● **Your task**: From the first line of the data through the line containing "1px #7b6b5b) drop-shadow(0", return each line exactly.

START The data

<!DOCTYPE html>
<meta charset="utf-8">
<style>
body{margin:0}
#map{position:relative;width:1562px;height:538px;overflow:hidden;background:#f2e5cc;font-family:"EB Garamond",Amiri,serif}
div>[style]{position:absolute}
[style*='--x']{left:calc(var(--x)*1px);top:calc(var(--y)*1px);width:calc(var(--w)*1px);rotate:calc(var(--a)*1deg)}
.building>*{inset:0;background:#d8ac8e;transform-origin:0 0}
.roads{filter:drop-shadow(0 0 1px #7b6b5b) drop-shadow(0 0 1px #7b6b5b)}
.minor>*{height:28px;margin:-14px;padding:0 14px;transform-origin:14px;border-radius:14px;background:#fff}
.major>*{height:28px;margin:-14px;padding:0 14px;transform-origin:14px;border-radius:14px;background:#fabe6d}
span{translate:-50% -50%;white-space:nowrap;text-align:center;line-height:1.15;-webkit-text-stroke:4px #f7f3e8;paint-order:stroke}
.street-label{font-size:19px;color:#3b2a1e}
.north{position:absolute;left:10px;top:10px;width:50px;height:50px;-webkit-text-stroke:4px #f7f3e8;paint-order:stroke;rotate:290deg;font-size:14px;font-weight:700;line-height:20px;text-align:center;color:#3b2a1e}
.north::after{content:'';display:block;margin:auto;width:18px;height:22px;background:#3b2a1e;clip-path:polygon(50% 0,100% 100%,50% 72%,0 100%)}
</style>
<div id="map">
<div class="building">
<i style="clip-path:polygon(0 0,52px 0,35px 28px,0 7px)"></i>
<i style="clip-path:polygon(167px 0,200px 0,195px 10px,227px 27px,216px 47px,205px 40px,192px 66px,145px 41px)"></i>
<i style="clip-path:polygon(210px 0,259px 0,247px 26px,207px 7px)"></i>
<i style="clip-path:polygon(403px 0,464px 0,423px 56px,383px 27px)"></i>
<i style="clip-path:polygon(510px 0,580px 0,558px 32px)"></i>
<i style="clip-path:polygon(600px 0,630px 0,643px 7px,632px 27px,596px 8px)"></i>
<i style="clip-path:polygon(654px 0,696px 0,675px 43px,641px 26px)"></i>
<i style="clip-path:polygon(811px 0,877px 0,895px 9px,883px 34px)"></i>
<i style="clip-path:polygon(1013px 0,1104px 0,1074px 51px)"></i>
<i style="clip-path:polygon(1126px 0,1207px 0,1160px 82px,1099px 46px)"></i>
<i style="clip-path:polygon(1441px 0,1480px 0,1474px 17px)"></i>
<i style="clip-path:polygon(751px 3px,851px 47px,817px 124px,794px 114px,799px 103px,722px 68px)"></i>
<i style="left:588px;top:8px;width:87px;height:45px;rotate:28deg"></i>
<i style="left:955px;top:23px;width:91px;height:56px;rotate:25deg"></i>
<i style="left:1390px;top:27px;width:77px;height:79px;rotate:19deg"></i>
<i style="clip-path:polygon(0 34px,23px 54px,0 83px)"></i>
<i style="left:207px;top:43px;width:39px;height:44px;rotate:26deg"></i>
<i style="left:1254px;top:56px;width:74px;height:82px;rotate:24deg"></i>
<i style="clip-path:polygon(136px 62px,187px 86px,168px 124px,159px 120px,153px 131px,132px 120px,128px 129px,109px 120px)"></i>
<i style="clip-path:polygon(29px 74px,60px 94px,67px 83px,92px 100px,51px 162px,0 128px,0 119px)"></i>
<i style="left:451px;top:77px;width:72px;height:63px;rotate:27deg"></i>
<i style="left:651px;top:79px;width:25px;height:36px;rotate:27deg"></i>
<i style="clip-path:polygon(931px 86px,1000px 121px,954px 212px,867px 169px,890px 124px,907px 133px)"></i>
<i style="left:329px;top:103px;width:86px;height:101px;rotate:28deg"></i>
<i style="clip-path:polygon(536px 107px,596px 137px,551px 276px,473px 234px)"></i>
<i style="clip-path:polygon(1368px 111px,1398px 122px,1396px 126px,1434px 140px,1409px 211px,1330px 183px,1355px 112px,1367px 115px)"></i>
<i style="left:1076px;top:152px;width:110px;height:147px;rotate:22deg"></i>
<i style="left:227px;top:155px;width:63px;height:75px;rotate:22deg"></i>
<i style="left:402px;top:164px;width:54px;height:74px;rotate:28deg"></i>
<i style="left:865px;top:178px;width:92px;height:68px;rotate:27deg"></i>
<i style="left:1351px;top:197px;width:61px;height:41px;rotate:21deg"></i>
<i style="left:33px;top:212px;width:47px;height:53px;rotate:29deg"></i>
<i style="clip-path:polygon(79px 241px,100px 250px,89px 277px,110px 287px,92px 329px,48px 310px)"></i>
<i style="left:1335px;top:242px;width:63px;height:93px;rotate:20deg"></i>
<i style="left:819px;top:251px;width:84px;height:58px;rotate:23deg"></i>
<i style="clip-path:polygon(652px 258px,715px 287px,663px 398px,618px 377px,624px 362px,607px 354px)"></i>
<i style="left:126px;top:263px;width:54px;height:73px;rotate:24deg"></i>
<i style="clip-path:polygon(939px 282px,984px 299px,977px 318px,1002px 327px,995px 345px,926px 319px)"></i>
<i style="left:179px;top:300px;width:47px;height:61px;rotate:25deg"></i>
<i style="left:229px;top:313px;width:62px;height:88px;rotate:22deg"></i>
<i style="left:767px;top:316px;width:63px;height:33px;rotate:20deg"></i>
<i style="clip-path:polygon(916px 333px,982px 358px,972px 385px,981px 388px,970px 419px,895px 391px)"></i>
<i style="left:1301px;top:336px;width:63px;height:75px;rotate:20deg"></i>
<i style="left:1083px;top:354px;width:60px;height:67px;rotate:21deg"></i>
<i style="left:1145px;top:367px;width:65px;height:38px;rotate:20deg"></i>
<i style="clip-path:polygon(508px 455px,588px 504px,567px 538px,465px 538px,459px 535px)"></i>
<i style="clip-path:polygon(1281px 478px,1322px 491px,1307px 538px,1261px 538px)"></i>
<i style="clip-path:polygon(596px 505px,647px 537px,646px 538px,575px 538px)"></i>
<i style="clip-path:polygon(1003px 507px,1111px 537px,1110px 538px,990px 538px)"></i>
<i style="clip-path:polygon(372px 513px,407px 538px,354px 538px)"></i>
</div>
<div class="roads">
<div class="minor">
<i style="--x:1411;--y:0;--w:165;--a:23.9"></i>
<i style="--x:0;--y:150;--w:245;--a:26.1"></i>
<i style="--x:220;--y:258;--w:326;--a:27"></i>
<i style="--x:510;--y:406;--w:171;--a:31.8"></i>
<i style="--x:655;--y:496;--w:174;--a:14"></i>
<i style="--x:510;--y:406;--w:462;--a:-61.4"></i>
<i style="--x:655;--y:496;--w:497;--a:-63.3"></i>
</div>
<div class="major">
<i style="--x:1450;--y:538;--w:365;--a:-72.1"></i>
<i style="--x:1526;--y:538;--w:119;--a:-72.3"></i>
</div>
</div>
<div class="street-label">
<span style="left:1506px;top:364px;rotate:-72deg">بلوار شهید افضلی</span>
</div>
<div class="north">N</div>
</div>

END The data

● **Answer below**:
<!DOCTYPE html>
<meta charset="utf-8">
<style>
body{margin:0}
#map{position:relative;width:1562px;height:538px;overflow:hidden;background:#f2e5cc;font-family:"EB Garamond",Amiri,serif}
div>[style]{position:absolute}
[style*='--x']{left:calc(var(--x)*1px);top:calc(var(--y)*1px);width:calc(var(--w)*1px);rotate:calc(var(--a)*1deg)}
.building>*{inset:0;background:#d8ac8e;transform-origin:0 0}
.roads{filter:drop-shadow(0 0 1px #7b6b5b) drop-shadow(0 0 1px #7b6b5b)}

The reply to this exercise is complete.